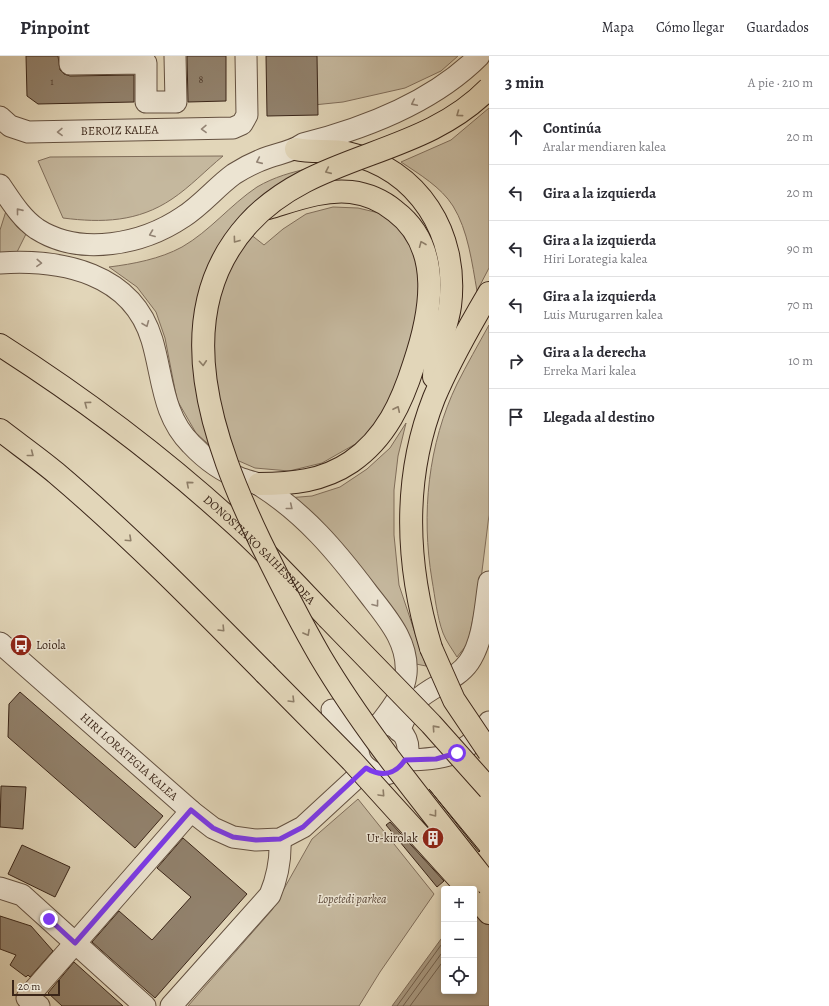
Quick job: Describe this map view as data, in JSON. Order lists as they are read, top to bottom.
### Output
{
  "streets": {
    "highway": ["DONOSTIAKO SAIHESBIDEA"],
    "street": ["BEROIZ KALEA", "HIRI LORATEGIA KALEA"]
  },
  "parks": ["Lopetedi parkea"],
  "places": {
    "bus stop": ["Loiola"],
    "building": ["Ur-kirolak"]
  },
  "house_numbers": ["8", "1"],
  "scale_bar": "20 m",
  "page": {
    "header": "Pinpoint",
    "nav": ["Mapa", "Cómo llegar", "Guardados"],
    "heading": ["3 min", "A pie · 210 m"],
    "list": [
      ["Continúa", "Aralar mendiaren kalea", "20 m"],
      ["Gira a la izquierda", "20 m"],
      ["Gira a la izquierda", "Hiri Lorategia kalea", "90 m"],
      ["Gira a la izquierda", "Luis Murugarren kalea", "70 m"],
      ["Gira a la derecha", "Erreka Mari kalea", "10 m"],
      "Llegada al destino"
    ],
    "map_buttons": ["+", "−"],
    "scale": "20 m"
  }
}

> **What to do**
What lines above contain the string "Gira"? Copy all of them.

> **Your solution**
      ["Gira a la izquierda", "20 m"],
      ["Gira a la izquierda", "Hiri Lorategia kalea", "90 m"],
      ["Gira a la izquierda", "Luis Murugarren kalea", "70 m"],
      ["Gira a la derecha", "Erreka Mari kalea", "10 m"],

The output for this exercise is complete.